### What the exercise asks
A faithful, complete transcription of the listing is required.

### Records
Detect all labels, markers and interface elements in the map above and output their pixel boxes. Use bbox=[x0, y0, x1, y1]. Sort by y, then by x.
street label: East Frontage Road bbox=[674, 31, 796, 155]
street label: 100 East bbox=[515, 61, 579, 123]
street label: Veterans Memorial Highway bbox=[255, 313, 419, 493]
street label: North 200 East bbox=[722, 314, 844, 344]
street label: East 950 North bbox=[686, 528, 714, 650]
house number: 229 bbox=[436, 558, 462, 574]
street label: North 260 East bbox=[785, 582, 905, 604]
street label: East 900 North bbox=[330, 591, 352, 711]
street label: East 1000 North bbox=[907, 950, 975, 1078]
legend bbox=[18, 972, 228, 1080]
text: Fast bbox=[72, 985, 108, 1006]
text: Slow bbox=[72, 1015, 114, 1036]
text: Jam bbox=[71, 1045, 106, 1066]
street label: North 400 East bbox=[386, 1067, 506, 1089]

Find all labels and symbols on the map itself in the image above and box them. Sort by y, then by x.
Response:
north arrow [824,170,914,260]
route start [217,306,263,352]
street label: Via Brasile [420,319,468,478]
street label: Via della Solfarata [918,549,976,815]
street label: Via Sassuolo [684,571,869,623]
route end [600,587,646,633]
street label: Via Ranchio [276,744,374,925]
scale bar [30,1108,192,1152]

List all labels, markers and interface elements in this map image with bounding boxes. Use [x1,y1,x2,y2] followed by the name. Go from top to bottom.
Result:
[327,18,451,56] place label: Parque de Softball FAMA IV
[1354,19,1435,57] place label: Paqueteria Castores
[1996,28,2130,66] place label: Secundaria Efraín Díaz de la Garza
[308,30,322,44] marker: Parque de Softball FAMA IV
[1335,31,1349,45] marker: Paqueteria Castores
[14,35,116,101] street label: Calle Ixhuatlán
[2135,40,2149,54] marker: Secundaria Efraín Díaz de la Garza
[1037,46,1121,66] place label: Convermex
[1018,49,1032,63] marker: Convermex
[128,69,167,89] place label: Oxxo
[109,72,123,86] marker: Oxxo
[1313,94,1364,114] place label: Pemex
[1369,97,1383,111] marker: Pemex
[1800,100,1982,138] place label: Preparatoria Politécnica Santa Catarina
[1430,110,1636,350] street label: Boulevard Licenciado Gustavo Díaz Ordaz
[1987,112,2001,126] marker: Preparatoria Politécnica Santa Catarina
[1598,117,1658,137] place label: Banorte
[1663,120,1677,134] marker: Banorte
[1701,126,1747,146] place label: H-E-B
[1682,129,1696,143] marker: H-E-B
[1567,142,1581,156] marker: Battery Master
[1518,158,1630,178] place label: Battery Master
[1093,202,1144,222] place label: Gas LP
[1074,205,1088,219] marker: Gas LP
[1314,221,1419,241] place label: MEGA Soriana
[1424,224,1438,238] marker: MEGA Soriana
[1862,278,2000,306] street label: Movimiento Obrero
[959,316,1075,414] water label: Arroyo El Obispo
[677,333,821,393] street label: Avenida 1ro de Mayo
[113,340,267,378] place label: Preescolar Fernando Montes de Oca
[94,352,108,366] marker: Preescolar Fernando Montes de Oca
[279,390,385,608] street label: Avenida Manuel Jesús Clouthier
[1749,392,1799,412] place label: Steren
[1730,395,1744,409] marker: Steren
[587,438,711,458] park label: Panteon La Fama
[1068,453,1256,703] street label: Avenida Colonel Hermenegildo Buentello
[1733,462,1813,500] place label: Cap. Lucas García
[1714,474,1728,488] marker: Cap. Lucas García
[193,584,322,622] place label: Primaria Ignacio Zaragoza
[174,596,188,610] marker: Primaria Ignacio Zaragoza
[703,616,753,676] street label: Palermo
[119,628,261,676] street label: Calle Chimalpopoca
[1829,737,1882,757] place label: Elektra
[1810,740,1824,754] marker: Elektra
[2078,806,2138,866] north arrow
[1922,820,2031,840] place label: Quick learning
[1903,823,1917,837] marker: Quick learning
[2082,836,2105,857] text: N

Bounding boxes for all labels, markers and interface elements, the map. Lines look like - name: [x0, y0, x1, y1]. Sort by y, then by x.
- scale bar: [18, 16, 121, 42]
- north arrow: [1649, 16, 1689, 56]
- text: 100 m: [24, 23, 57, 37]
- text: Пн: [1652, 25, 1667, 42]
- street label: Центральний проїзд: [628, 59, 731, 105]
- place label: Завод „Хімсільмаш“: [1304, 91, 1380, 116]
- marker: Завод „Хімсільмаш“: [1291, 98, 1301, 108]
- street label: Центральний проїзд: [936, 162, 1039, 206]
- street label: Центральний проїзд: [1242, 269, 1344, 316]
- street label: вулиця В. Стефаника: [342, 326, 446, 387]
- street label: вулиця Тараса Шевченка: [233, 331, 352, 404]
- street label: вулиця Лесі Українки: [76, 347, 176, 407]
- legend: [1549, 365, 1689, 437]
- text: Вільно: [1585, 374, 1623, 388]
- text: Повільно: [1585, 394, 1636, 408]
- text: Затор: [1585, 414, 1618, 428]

### Exercise solution
Detect all labels, markers and interface elements in the map above and output their pixel boxes. Use bbox=[x0, y0, x1, y1]. Sort by y, then by x.
street label: East Frontage Road bbox=[674, 31, 796, 155]
street label: 100 East bbox=[515, 61, 579, 123]
street label: Veterans Memorial Highway bbox=[255, 313, 419, 493]
street label: North 200 East bbox=[722, 314, 844, 344]
street label: East 950 North bbox=[686, 528, 714, 650]
house number: 229 bbox=[436, 558, 462, 574]
street label: North 260 East bbox=[785, 582, 905, 604]
street label: East 900 North bbox=[330, 591, 352, 711]
street label: East 1000 North bbox=[907, 950, 975, 1078]
legend bbox=[18, 972, 228, 1080]
text: Fast bbox=[72, 985, 108, 1006]
text: Slow bbox=[72, 1015, 114, 1036]
text: Jam bbox=[71, 1045, 106, 1066]
street label: North 400 East bbox=[386, 1067, 506, 1089]

Find all labels and symbols on the map itself in the image above and box them. Sort by y, then by x.
Response:
north arrow [824,170,914,260]
route start [217,306,263,352]
street label: Via Brasile [420,319,468,478]
street label: Via della Solfarata [918,549,976,815]
street label: Via Sassuolo [684,571,869,623]
route end [600,587,646,633]
street label: Via Ranchio [276,744,374,925]
scale bar [30,1108,192,1152]

List all labels, markers and interface elements in this map image with bounding boxes. Use [x1,y1,x2,y2] followed by the name. Go from top to bottom.
Result:
[327,18,451,56] place label: Parque de Softball FAMA IV
[1354,19,1435,57] place label: Paqueteria Castores
[1996,28,2130,66] place label: Secundaria Efraín Díaz de la Garza
[308,30,322,44] marker: Parque de Softball FAMA IV
[1335,31,1349,45] marker: Paqueteria Castores
[14,35,116,101] street label: Calle Ixhuatlán
[2135,40,2149,54] marker: Secundaria Efraín Díaz de la Garza
[1037,46,1121,66] place label: Convermex
[1018,49,1032,63] marker: Convermex
[128,69,167,89] place label: Oxxo
[109,72,123,86] marker: Oxxo
[1313,94,1364,114] place label: Pemex
[1369,97,1383,111] marker: Pemex
[1800,100,1982,138] place label: Preparatoria Politécnica Santa Catarina
[1430,110,1636,350] street label: Boulevard Licenciado Gustavo Díaz Ordaz
[1987,112,2001,126] marker: Preparatoria Politécnica Santa Catarina
[1598,117,1658,137] place label: Banorte
[1663,120,1677,134] marker: Banorte
[1701,126,1747,146] place label: H-E-B
[1682,129,1696,143] marker: H-E-B
[1567,142,1581,156] marker: Battery Master
[1518,158,1630,178] place label: Battery Master
[1093,202,1144,222] place label: Gas LP
[1074,205,1088,219] marker: Gas LP
[1314,221,1419,241] place label: MEGA Soriana
[1424,224,1438,238] marker: MEGA Soriana
[1862,278,2000,306] street label: Movimiento Obrero
[959,316,1075,414] water label: Arroyo El Obispo
[677,333,821,393] street label: Avenida 1ro de Mayo
[113,340,267,378] place label: Preescolar Fernando Montes de Oca
[94,352,108,366] marker: Preescolar Fernando Montes de Oca
[279,390,385,608] street label: Avenida Manuel Jesús Clouthier
[1749,392,1799,412] place label: Steren
[1730,395,1744,409] marker: Steren
[587,438,711,458] park label: Panteon La Fama
[1068,453,1256,703] street label: Avenida Colonel Hermenegildo Buentello
[1733,462,1813,500] place label: Cap. Lucas García
[1714,474,1728,488] marker: Cap. Lucas García
[193,584,322,622] place label: Primaria Ignacio Zaragoza
[174,596,188,610] marker: Primaria Ignacio Zaragoza
[703,616,753,676] street label: Palermo
[119,628,261,676] street label: Calle Chimalpopoca
[1829,737,1882,757] place label: Elektra
[1810,740,1824,754] marker: Elektra
[2078,806,2138,866] north arrow
[1922,820,2031,840] place label: Quick learning
[1903,823,1917,837] marker: Quick learning
[2082,836,2105,857] text: N

Bounding boxes for all labels, markers and interface elements, the map. Lines look like - name: [x0, y0, x1, y1]. Sort by y, then by x.
- scale bar: [18, 16, 121, 42]
- north arrow: [1649, 16, 1689, 56]
- text: 100 m: [24, 23, 57, 37]
- text: Пн: [1652, 25, 1667, 42]
- street label: Центральний проїзд: [628, 59, 731, 105]
- place label: Завод „Хімсільмаш“: [1304, 91, 1380, 116]
- marker: Завод „Хімсільмаш“: [1291, 98, 1301, 108]
- street label: Центральний проїзд: [936, 162, 1039, 206]
- street label: Центральний проїзд: [1242, 269, 1344, 316]
- street label: вулиця В. Стефаника: [342, 326, 446, 387]
- street label: вулиця Тараса Шевченка: [233, 331, 352, 404]
- street label: вулиця Лесі Українки: [76, 347, 176, 407]
- legend: [1549, 365, 1689, 437]
- text: Вільно: [1585, 374, 1623, 388]
- text: Повільно: [1585, 394, 1636, 408]
- text: Затор: [1585, 414, 1618, 428]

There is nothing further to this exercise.